La seconde tâche — appelée « Jedi », un clin d’œil à la saga Star Wars — consistait à inciter les rats à déplacer par la pensée (c’est-à-dire en l’imaginant) un objet vers un emplacement spécifique de l’espace RV. Ensuite, les chercheurs ont modifié l’emplacement de l’objectif, obligeant ainsi les rongeurs à reproduire un schéma d’activité cérébrale associé à cette nouvelle position.

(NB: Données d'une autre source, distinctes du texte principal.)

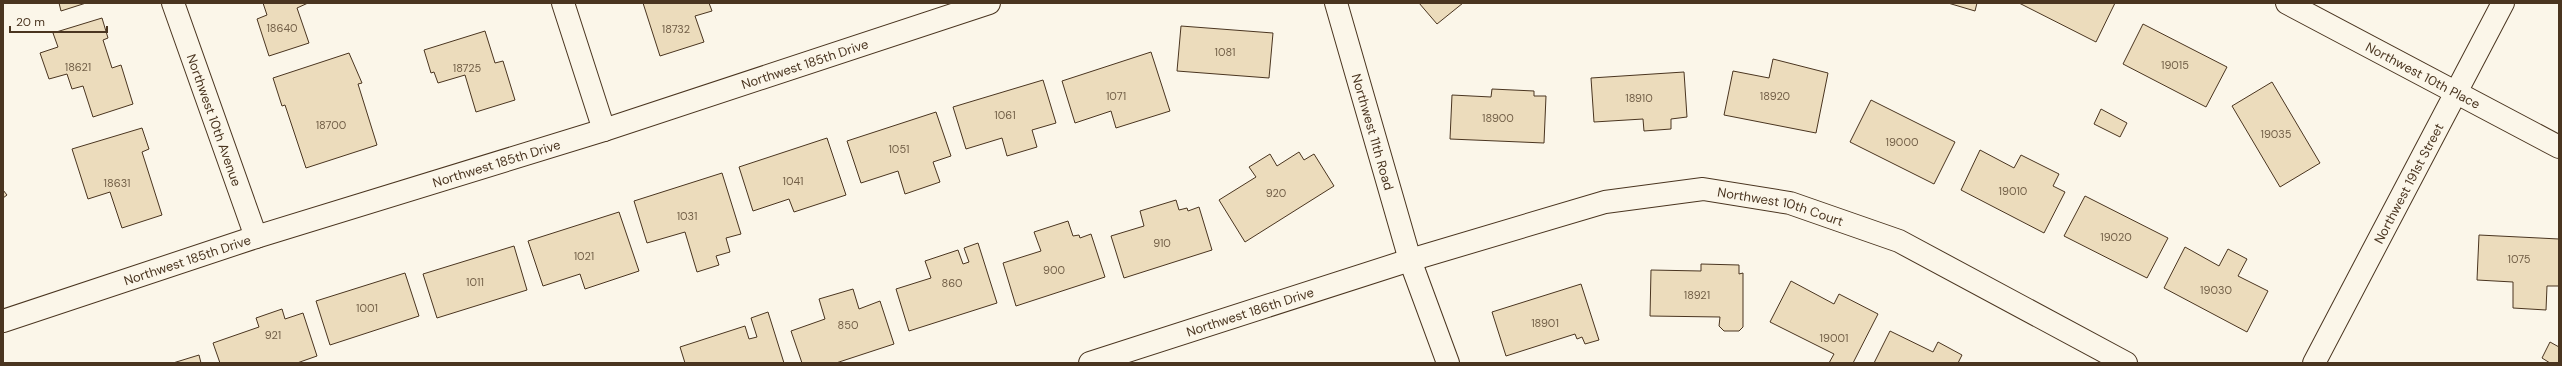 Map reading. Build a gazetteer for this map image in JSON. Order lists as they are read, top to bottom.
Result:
{
  "streets": {
    "street": [
      "Northwest 185th Drive",
      "Northwest 10th Place",
      "Northwest 10th Avenue",
      "Northwest 11th Road",
      "Northwest 191st Street",
      "Northwest 10th Court",
      "Northwest 186th Drive"
    ]
  },
  "crossings": [
    ["Northwest 185th Drive", "Northwest 10th Avenue"],
    ["Northwest 10th Place", "Northwest 191st Street"],
    ["Northwest 11th Road", "Northwest 10th Court"],
    ["Northwest 11th Road", "Northwest 186th Drive"],
    ["Northwest 10th Court", "Northwest 186th Drive"]
  ],
  "house_numbers": [
    "18640",
    "18732",
    "1081",
    "19015",
    "18621",
    "18725",
    "1071",
    "18920",
    "18910",
    "1061",
    "18900",
    "18700",
    "19035",
    "19000",
    "1051",
    "1041",
    "18631",
    "19010",
    "920",
    "1031",
    "19020",
    "910",
    "1021",
    "1075",
    "900",
    "1011",
    "860",
    "19030",
    "18921",
    "1001",
    "18901",
    "850",
    "921",
    "19001"
  ],
  "scale_bar": "20 m"
} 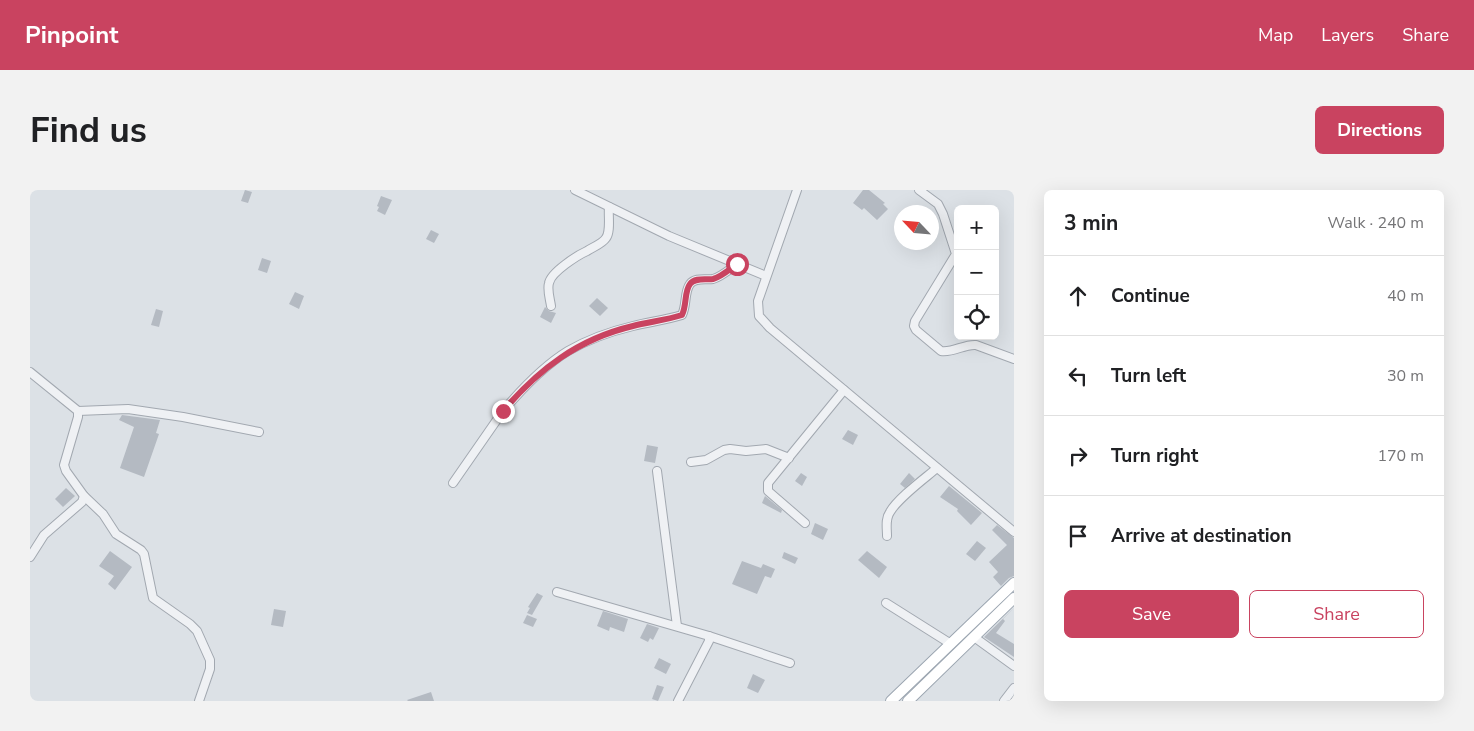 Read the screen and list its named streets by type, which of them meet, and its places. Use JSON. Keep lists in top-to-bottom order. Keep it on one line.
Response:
{"north":"top left","page":{"header":"Pinpoint","nav":["Map","Layers","Share"],"buttons":["Directions",["Save","Share"]],"title":"Find us","heading":["3 min","Walk · 240 m"],"map_buttons":["+","−"],"list":[["Continue","40 m"],["Turn left","30 m"],["Turn right","170 m"],"Arrive at destination"]}} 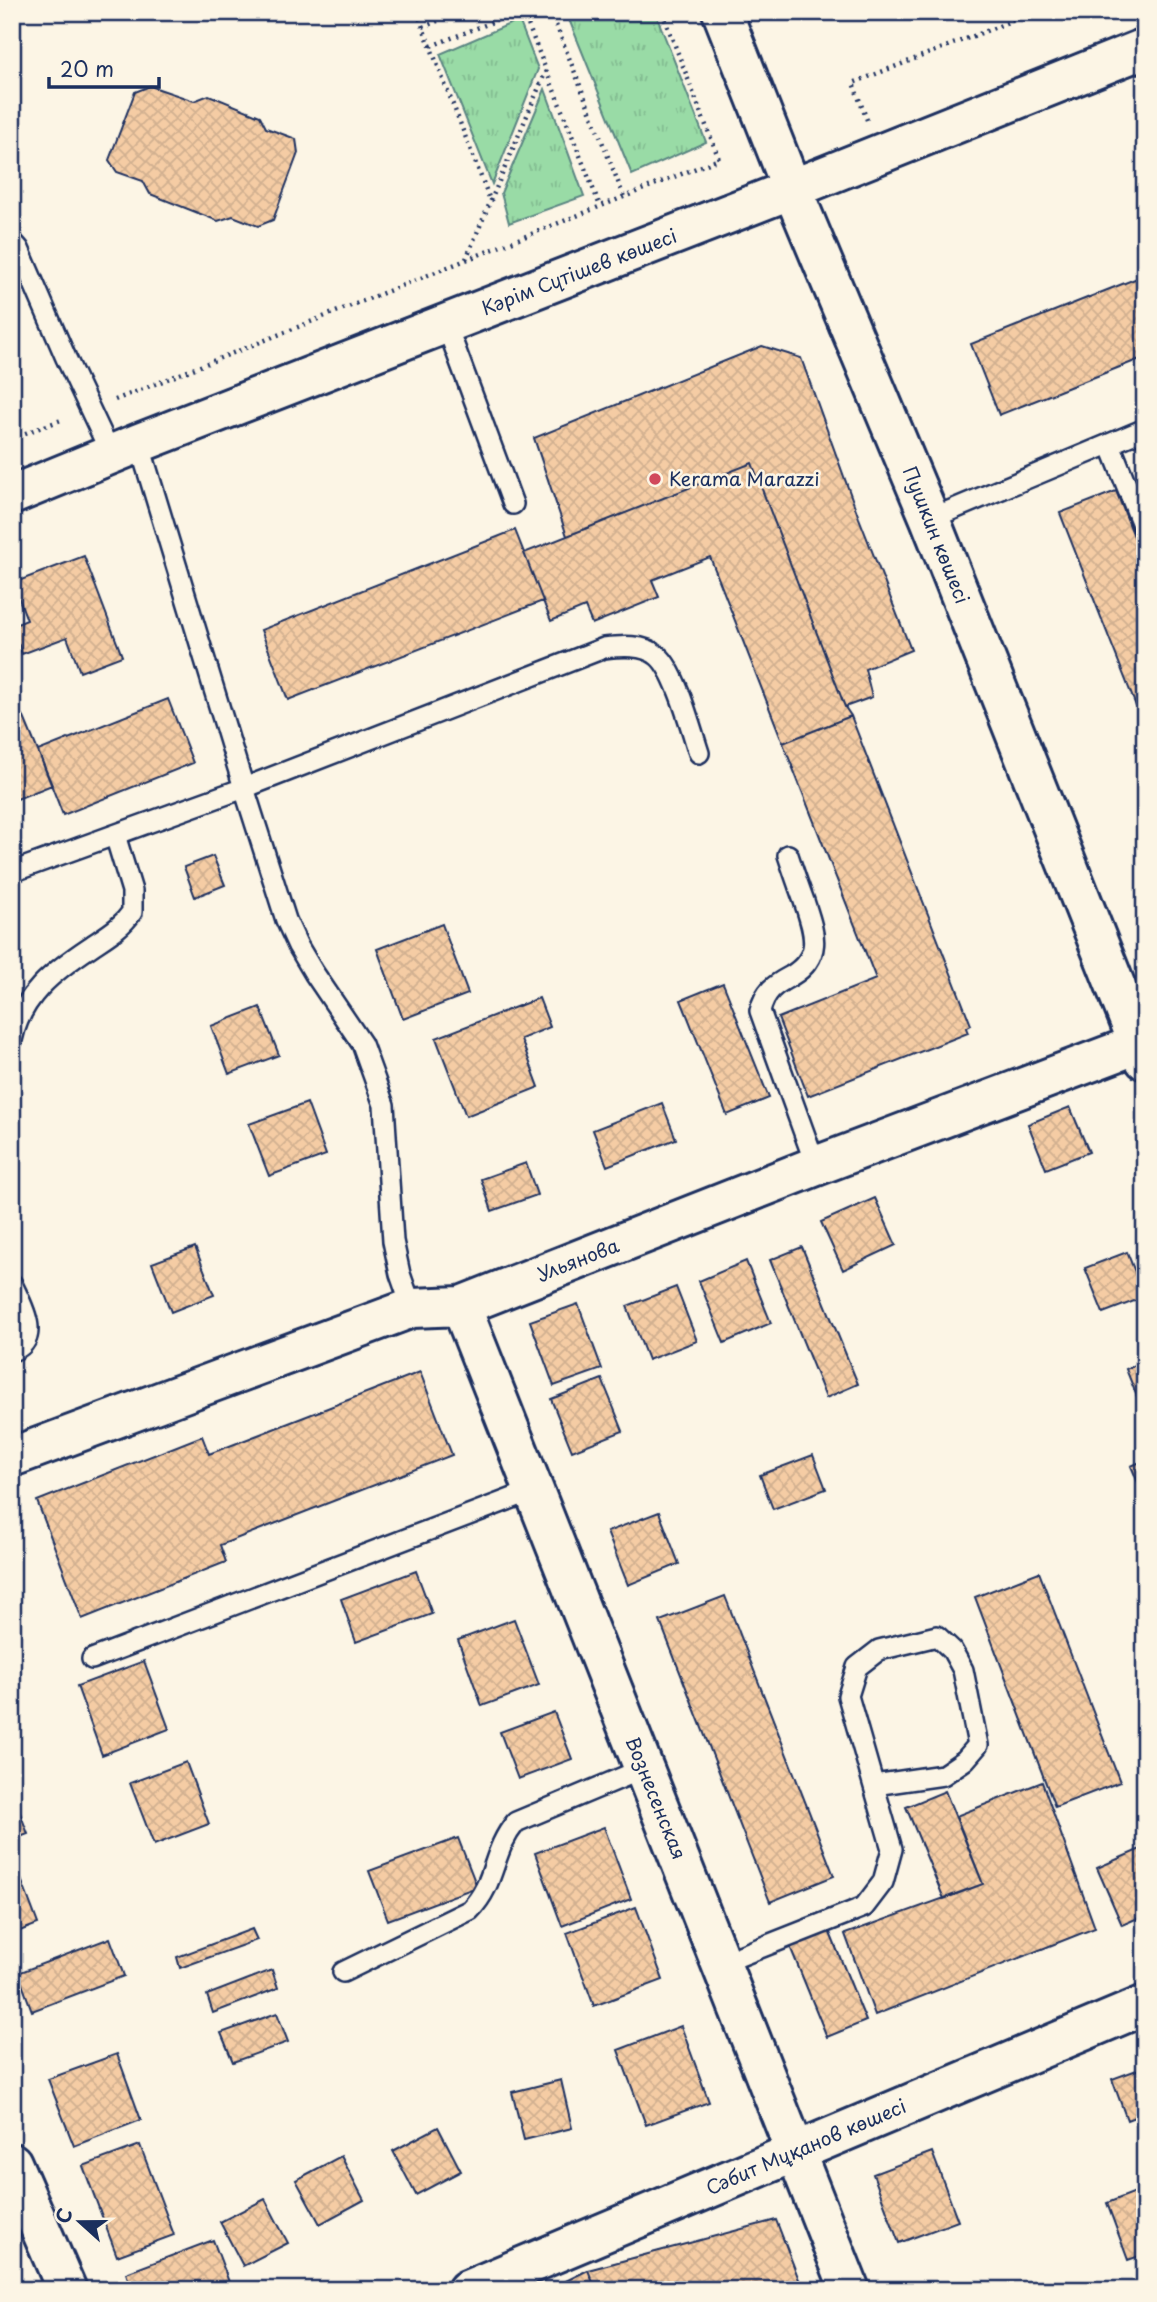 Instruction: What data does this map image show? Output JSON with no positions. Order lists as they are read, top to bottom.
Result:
{
  "streets": {
    "street": [
      "Кәрім Сүтішев көшесі",
      "Пушкин көшесі",
      "Ульянова",
      "Вознесенская",
      "Сәбит Мұқанов көшесі"
    ]
  },
  "crossings": [
    ["Кәрім Сүтішев көшесі", "Пушкин көшесі"],
    ["Пушкин көшесі", "Ульянова"],
    ["Ульянова", "Вознесенская"],
    ["Вознесенская", "Сәбит Мұқанов көшесі"]
  ],
  "places": ["Kerama Marazzi"],
  "scale_bar": "20 m",
  "north": "left"
} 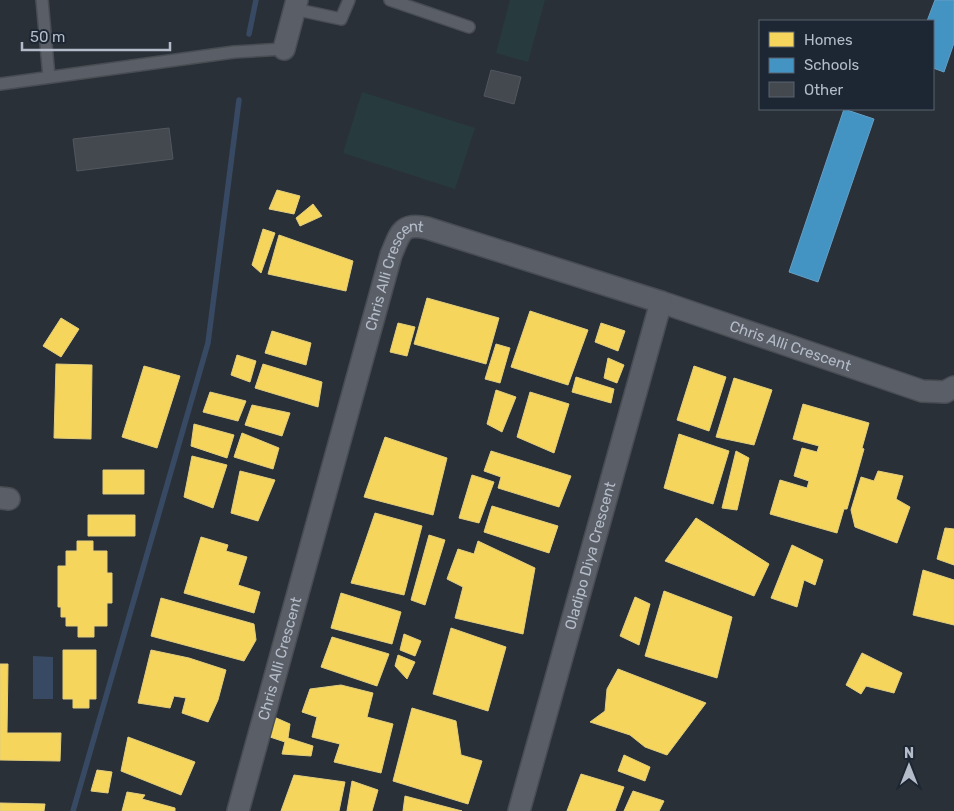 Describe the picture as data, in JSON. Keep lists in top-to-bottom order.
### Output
{
  "streets": {
    "street": ["Chris Alli Crescent", "Oladipo Diya Crescent"]
  },
  "crossings": [
    ["Chris Alli Crescent", "Oladipo Diya Crescent"]
  ],
  "legend": ["Homes", "Schools", "Other"],
  "scale_bar": "50 m",
  "north": "top"
} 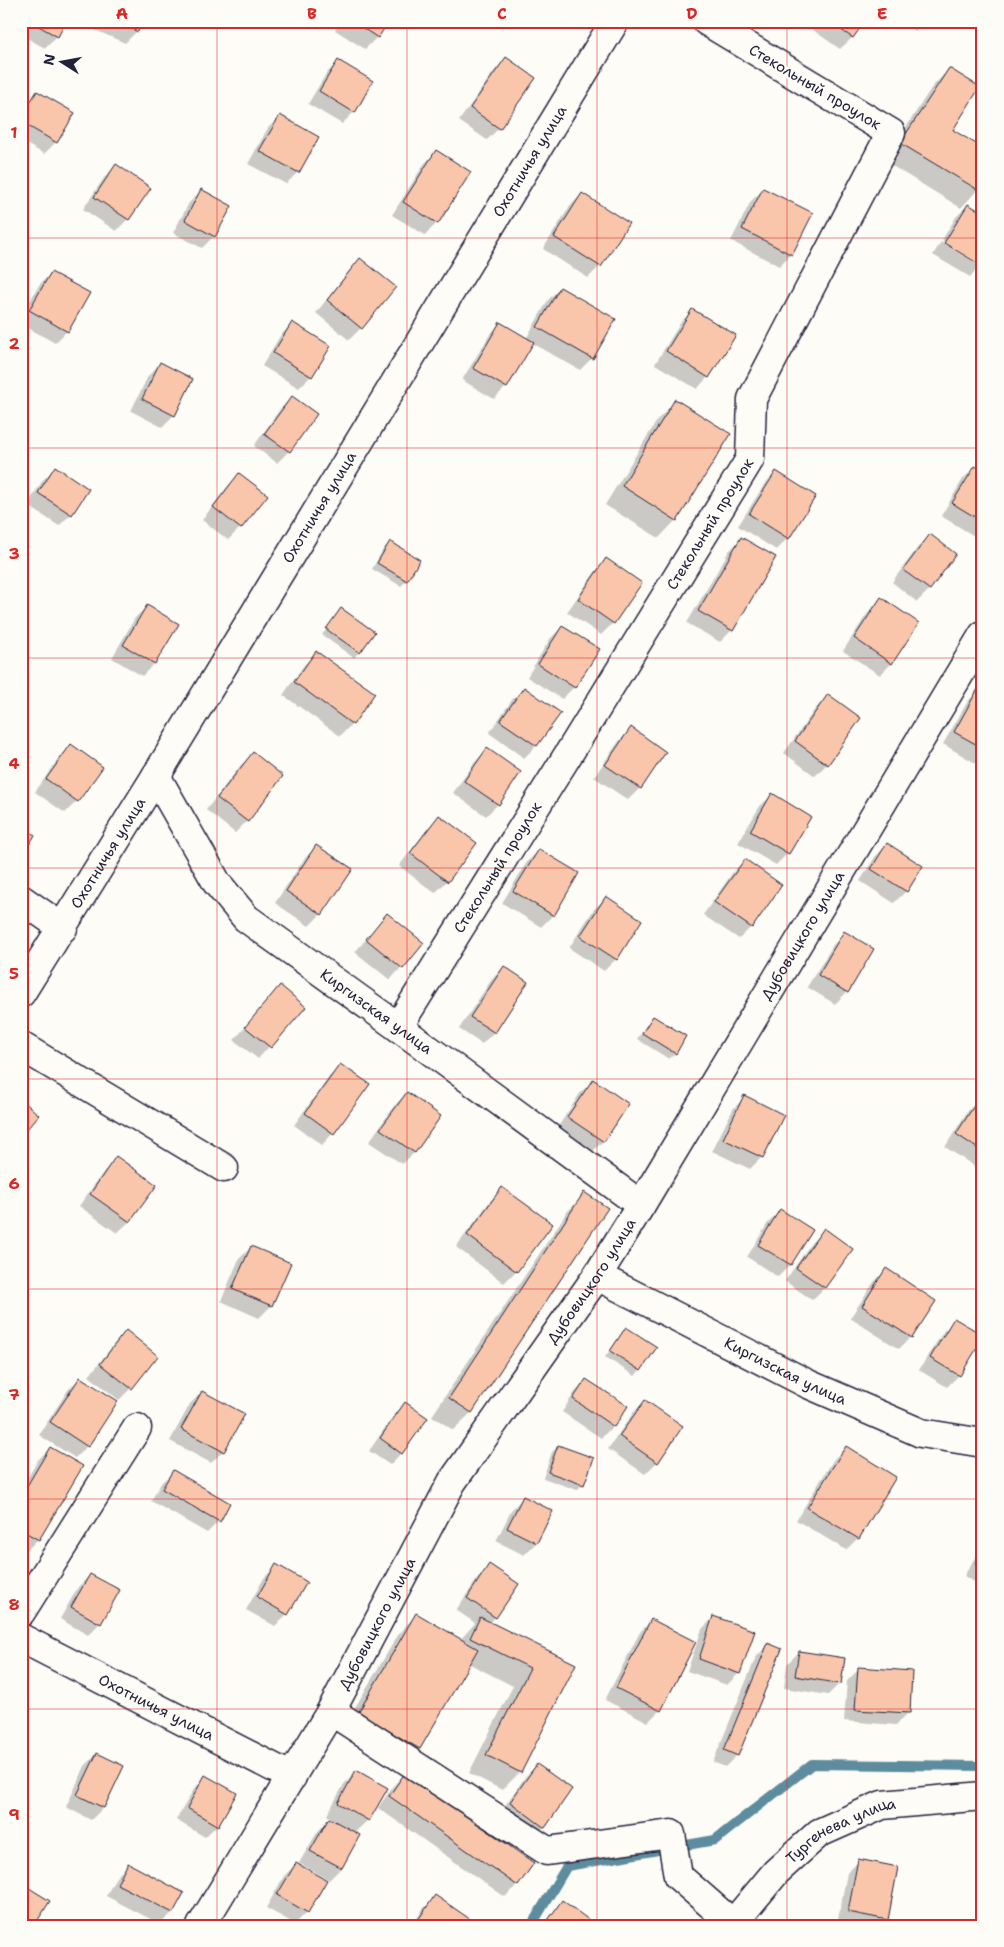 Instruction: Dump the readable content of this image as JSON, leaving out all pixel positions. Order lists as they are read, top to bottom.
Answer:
{
  "streets": {
    "street": [
      "Стекольный проулок",
      "Охотничья улица",
      "Дубовицкого улица",
      "Киргизская улица",
      "Тургенева улица"
    ]
  },
  "crossings": [
    ["Стекольный проулок", "Киргизская улица"],
    ["Охотничья улица", "Дубовицкого улица"],
    ["Охотничья улица", "Киргизская улица"],
    ["Дубовицкого улица", "Киргизская улица"]
  ],
  "north": "left",
  "grid": {
    "columns": [
      "A",
      "B",
      "C",
      "D",
      "E"
    ],
    "rows": [
      "1",
      "2",
      "3",
      "4",
      "5",
      "6",
      "7",
      "8",
      "9"
    ]
  }
} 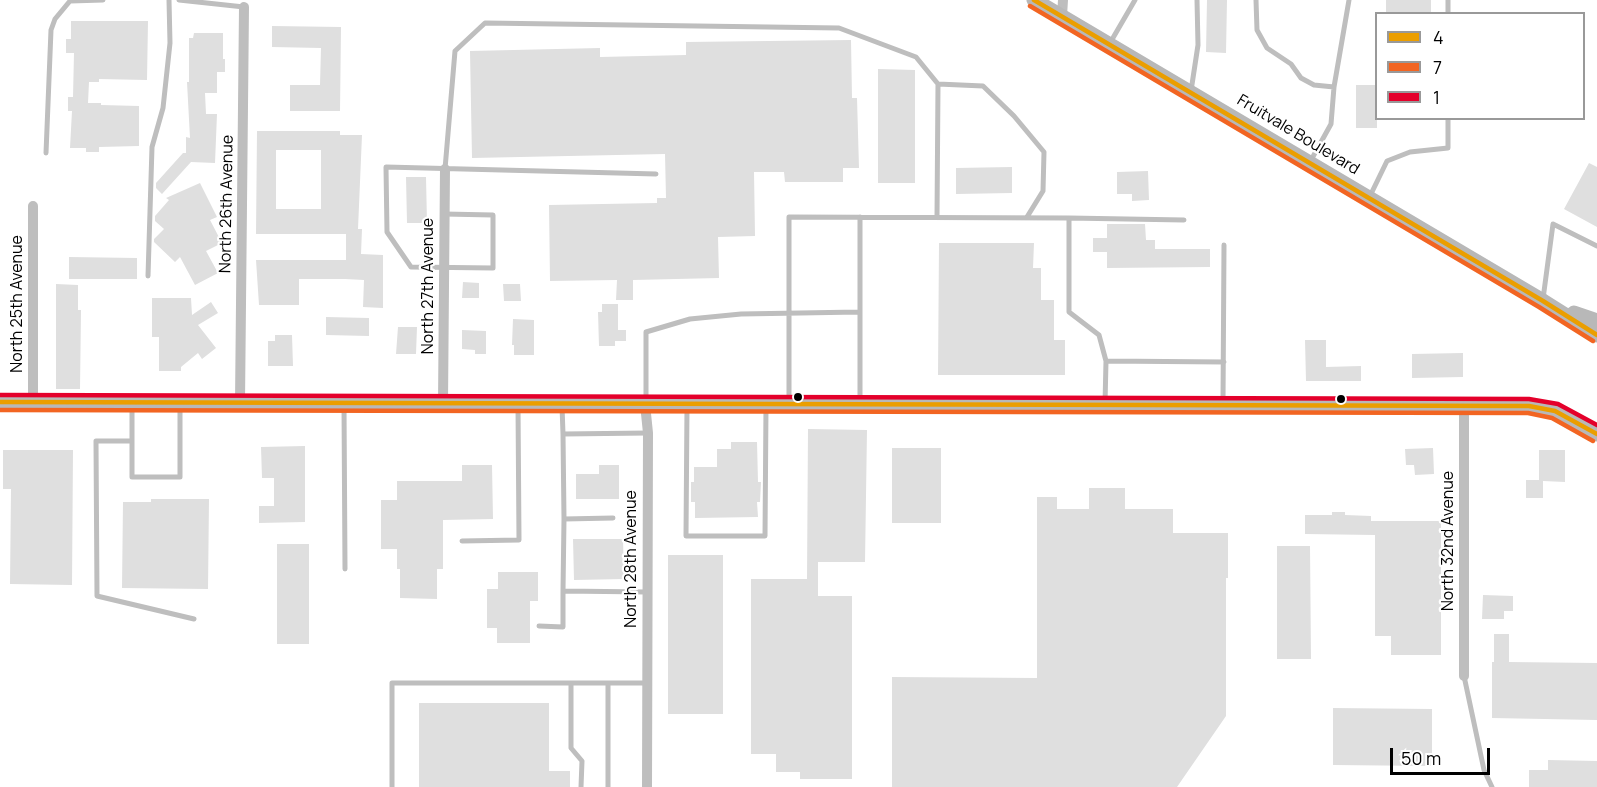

L’équipe a alors constaté que les rongeurs pouvaient contrôler leur activité hippocampique imaginative de manière précise et flexible, et ce très probablement volontairement. En outre, ils étaient capables de maintenir une activité spécifique à un lieu pendant plusieurs secondes — un laps de temps comparable à celui de l’humain. « Ce qui est étonnant, c’est la façon dont les rats apprennent à penser à cet endroit, et à aucun autre, pendant une très longue période, sur la base de notre notion, peut-être naïve, de la capacité d’attention d’un rat », explique le coauteur de l’étude, Thimothy D. Harris, du Janelia Research Campus.
Par ailleurs, la technologie développée dans le cadre de cette recherche pourrait potentiellement être appliquée à des prothèses afin d’aider les personnes souffrant de lésions cérébrales graves. Les résultats sont détaillés dans la revue Science.